=== Section Start ===

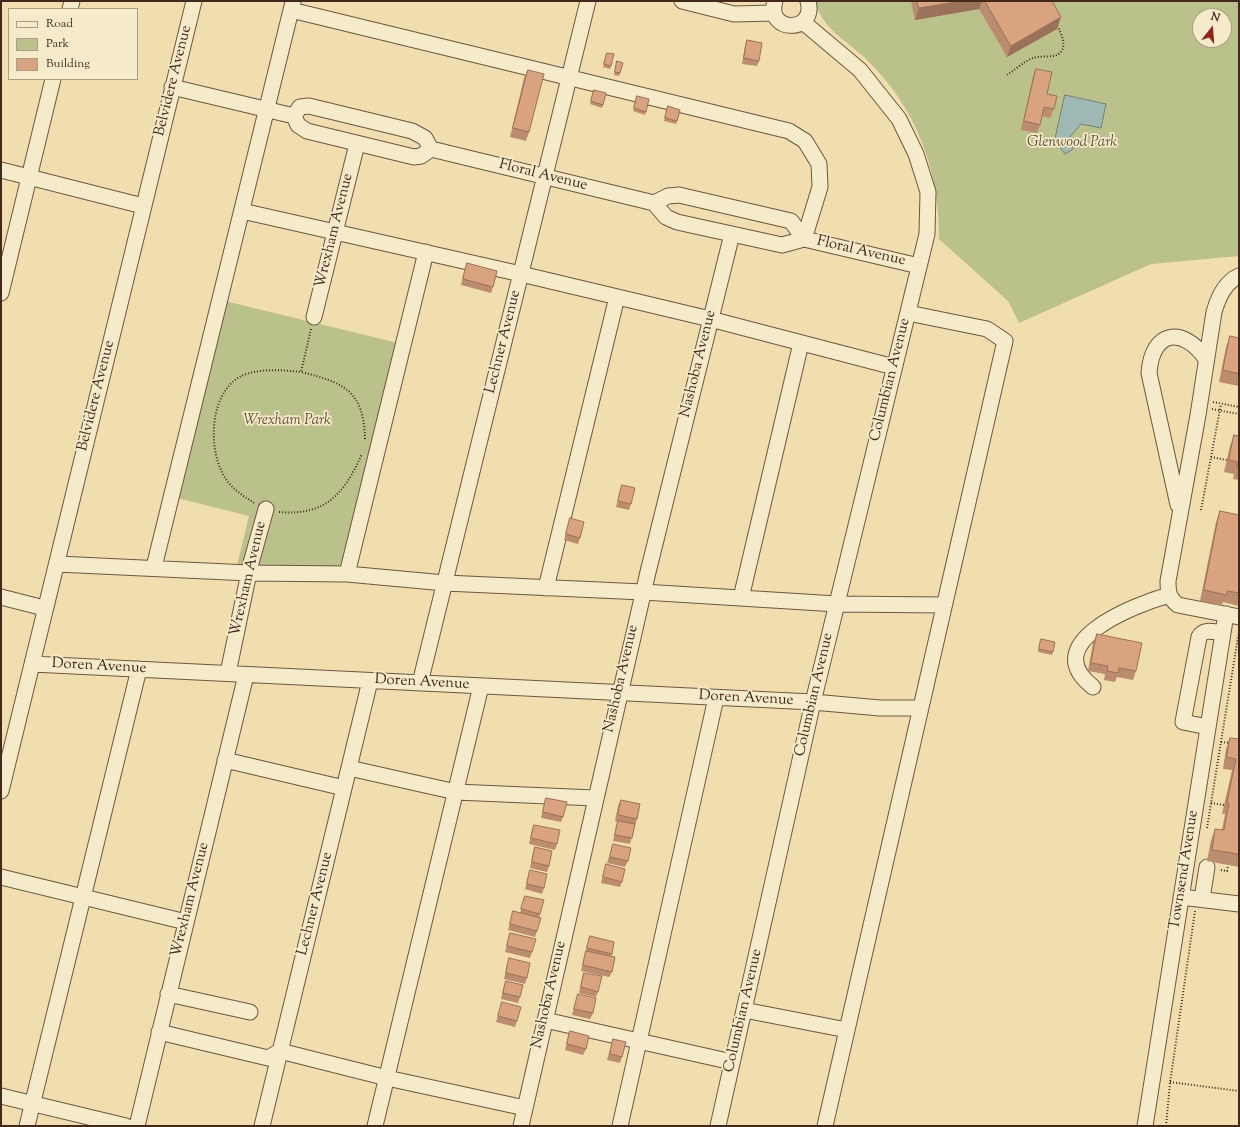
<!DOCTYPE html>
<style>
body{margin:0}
#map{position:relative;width:1240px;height:1127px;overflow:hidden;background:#f0deae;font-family:"Sorts Mill Goudy",serif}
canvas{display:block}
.frame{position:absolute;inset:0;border:2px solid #42291b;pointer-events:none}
.legend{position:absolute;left:8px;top:8px;width:130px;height:72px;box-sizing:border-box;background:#f5eaca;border:1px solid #ad9d84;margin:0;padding:5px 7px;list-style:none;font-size:12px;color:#42291b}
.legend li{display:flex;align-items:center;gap:8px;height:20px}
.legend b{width:20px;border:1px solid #ad9d84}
.north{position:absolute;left:1192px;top:8px;width:40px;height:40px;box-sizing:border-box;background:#f5eaca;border:1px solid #ad9d84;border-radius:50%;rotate:17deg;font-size:11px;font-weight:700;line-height:16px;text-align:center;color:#42291b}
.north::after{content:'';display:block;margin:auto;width:14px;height:18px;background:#8f2418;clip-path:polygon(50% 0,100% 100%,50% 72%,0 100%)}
</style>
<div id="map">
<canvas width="1240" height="1127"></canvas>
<div class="frame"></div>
<ul class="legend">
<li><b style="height:5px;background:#f5eaca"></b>Road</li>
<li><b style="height:11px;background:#bac18a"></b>Park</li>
<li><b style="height:11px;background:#daa37f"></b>Building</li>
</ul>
<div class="north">N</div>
</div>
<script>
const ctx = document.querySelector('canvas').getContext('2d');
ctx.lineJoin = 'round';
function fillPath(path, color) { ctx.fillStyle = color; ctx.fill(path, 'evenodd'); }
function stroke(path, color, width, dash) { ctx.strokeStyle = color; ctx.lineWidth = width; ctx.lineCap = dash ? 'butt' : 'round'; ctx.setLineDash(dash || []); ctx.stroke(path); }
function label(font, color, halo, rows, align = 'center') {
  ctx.font = font + ' "Sorts Mill Goudy",serif'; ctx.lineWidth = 3.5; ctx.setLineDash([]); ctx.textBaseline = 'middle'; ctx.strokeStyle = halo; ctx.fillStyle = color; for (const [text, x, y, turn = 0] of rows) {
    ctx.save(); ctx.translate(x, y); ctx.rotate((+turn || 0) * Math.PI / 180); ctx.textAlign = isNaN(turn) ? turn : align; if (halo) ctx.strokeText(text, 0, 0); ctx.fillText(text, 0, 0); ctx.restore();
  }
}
fillPath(new Path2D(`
 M815 1H1239V256L1151 264 1019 323 1008 301 939 239C940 171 916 107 866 59 846 40 822 29 815 1ZM1200 16H1224V40H1200Z
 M225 301 398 343 341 572 237 566 249 516 177 498Z`), '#bac18a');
const water = new Path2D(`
 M1065 95 1106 104 1101 128 1081 124 1070 137 1073 149 1065 154 1055 140Z`);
fillPath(water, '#9eb9b5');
stroke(water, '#797f77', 1);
const minor = new Path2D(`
 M682 1 734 14 774 13
 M775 1C765 33 817 34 808 1
 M70 9 72 1
 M291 10 789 131 805 141 819 164 820 187 804 239
 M172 87 294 116
 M294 116 300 107 309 106 412 131 425 138 431 149 654 203 666 217 677 222 782 245 804 239 919 266
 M294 116 298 125 307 131 414 157 421 156 431 149
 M1 170 143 206
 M654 203 668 196 679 195 791 221 804 239
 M242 211 521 274 710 319 894 367
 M1239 276C1225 282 1218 298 1214 312L1198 415 1168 581C1168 593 1169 598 1178 605L1239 617
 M1 293 53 79
 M314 317 357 144
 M1178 505 1149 373C1152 330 1183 326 1206 359
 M57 564 249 573 347 574 445 583 643 592 837 604 944 605
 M154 567 293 2
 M347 574 426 252
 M546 588 617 297
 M1 597 44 608
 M741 598 801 343
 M32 664 813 702 880 708H920
 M228 673 251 563 266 509
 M420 683 588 1
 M1093 687C1036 643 1134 605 1169 595
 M1208 727 1183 722 1199 637C1204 628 1214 632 1223 633
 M225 760 344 788
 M349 768 456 792 595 798
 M1 791 194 1
 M1 877 186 922
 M1181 897 1239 904
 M1202 899 1207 867
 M168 994 250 1012
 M744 1010 847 1030
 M545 1020 732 1062
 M159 1032 268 1058 280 1051 387 1078 525 1108
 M1 1096 126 1126
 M27 1126 139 669
 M137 1126 246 675
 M262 1126 370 681
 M375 1126 481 686
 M521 1126 648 572 732 234
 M620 1126 716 698
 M718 1126 813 702 927 234 928 192 916 154 899 119 860 70 803 22
 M825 1126 1005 341 987 329 908 313
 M1145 1126 1226 614`);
stroke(minor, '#6e5640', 17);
stroke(new Path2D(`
 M1007 75C1015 70 1024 61 1033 58 1039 56 1046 57 1052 56 1070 54 1063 35 1056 24
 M311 329 301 372C345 383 364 391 365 440
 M1213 402 1239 407
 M1212 409 1239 414
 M1211 457 1227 460
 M254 503C245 497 232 489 226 479 208 453 209 400 235 380 251 367 283 370 301 372
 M1201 510 1221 404
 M279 512C326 516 344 494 362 454
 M1221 742 1231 743
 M1211 803 1224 805
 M1207 828 1239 631
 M1221 870 1227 871 1228 865
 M1170 1082 1239 1091
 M1166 1126 1170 1083 1195 911`), '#42291b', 2, [1, 2]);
stroke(minor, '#f5eaca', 15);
fillPath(new Path2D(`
 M911 1H1052L1057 29 1007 57 979 9 915 20Z
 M747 40 759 61 757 66 742 64 745 46Z
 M607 53 611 66 610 69 603 67Z
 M617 61 620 73 619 76 614 75Z
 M1036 69 1047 94 1054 109 1050 118 1042 116 1040 125 1037 133 1021 130 1033 77Z
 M528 70 529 132 526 141 510 137 524 78Z
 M593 93 603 105 602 108 590 104Z
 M637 96 646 112 645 115 633 111Z
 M668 106 680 110 676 124 664 121Z
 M467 263 493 287 491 293 461 285Z
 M1230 336 1239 338V386L1219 382 1226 347Z
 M1234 435 1239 436V480L1233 479 1234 474 1224 472 1230 446Z
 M622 485 631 504 629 510 616 507Z
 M1220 511 1239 515V606L1223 602 1222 606 1200 601 1216 522Z
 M570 518 580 538 578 544 564 540Z
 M1097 634 1136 671 1133 680 1117 677 1115 682 1104 680 1105 674 1088 671 1093 643Z
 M1041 639 1053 652 1052 655 1038 652Z
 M1230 738 1239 739V867L1207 861 1211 840 1215 829 1222 830 1225 814H1222L1232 770 1223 769 1226 749Z
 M546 798 563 817 561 822 541 818 544 804Z
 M621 800 637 819 630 844 613 841 616 827 618 822 615 821 618 806Z
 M534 825 557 844 555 850 529 844 532 830Z
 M613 844 628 861 625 867 607 863Z
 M535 847 549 866 547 872 530 868 533 853Z
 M606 864 622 882 620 887 601 883Z
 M530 870 544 888 542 894 525 889Z
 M525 896 540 914 539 918 537 931 535 937 508 930 513 911 520 913Z
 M510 933 532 952 530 958 505 952Z
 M590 936 612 954 611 956 612 972 609 977 581 971 588 942Z
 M509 958 527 978 525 984 504 979Z
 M584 973 598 992 596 997 579 993 582 978Z
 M506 981 520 997 518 1003 501 999 504 986Z
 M578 994 593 1013 590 1019 572 1015 576 1000Z
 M502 1002 517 1021 515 1027 496 1022Z
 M570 1031 586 1049 583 1055 565 1050 568 1037Z
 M613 1039 622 1057 620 1063 607 1060Z`), '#bb8c6d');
fillPath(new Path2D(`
 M962 1H982L979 9 915 20 919 8Z
 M1061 17 1057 29 1007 57 1011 46Z`), '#997259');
const building = new Path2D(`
 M917 1H962L919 8Z
 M985 1H1052L1061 17 1011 46Z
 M747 40 762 43 759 61 744 58Z
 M607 53 614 54 611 66 604 64Z
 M617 61 623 63 620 73 615 72Z
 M1036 69 1052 72 1047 94 1057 96 1054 109 1044 107 1040 125 1024 121Z
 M528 70 544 74 529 132 513 128Z
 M594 90 606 93 603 105 591 101Z
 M637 96 649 99 646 112 634 108Z
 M668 106 680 110 677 121 665 118Z
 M467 263 497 271 493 287 463 279Z
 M1230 336 1239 338V374L1223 370Z
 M1234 435 1239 436V468H1237L1238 462 1229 460Z
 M622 485 635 488 631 504 618 501Z
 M1220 511 1239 515V593L1227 591 1226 595 1204 590Z
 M570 518 584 522 580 538 566 534Z
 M1097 634 1142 643 1136 671 1119 668 1118 673 1107 671 1108 666 1091 663Z
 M1041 639 1055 642 1053 652 1039 649Z
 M1230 738 1239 739V854L1212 850 1215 829 1224 830 1229 803 1227 802 1236 759 1227 757Z
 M546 798 567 802 563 817 543 812Z
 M621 800 640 804 637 819 618 815Z
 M618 821 635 824 632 838 615 835Z
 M534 825 560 830 557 844 531 838Z
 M613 844 631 848 628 861 610 857Z
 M535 847 552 851 549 866 532 862Z
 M606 864 625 869 622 882 603 877Z
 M530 870 547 874 544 888 527 884Z
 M525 896 544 900 540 914 521 909Z
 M513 911 541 918 537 931 510 924Z
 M510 933 536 939 532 952 507 946Z
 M590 936 614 942 612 954 587 948Z
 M586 951 615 957 612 972 583 965Z
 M509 958 530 963 527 978 506 973Z
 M584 973 602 976 598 992 581 987Z
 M506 981 523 985 520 997 503 993Z
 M578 994 596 998 593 1013 574 1009Z
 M502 1002 521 1007 517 1021 498 1016Z
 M570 1031 589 1036 586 1049 567 1044Z
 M613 1039 626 1042 622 1057 610 1054Z`);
fillPath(building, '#daa37f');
stroke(building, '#997259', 1);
label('15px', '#42291b', '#f5eaca', [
 ["Belvidere Avenue",174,81,-76],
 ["Floral Avenue",543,176,14],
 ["Wrexham Avenue",335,231,-76],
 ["Floral Avenue",861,252,13],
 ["Lechner Avenue",504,342,-76],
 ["Nashoba Avenue",699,364,-76],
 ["Columbian Avenue",891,380,-76],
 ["Belvidere Avenue",97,396,-76],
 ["Wrexham Avenue",249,579,-77],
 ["Doren Avenue",99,667,3],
 ["Nashoba Avenue",622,679,-77],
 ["Doren Avenue",422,683,3],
 ["Columbian Avenue",815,695,-77],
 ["Doren Avenue",746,699,3],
 ["Townsend Avenue",1185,870,-81],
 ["Wrexham Avenue",191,900,-76],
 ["Lechner Avenue",316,904,-76],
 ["Nashoba Avenue",550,995,-77],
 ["Columbian Avenue",744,1011,-77]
]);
label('italic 15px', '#604f37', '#f5eaca', [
 ["Glenwood Park",1072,143],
 ["Wrexham Park",287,421]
]);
</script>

=== Section End ===

### ACTION ITEM
Please go through the data and copy each line containing the word "rows".

### ANSWER SPACE
function label(font, color, halo, rows, align = 'center') {
  ctx.font = font + ' "Sorts Mill Goudy",serif'; ctx.lineWidth = 3.5; ctx.setLineDash([]); ctx.textBaseline = 'middle'; ctx.strokeStyle = halo; ctx.fillStyle = color; for (const [text, x, y, turn = 0] of rows) {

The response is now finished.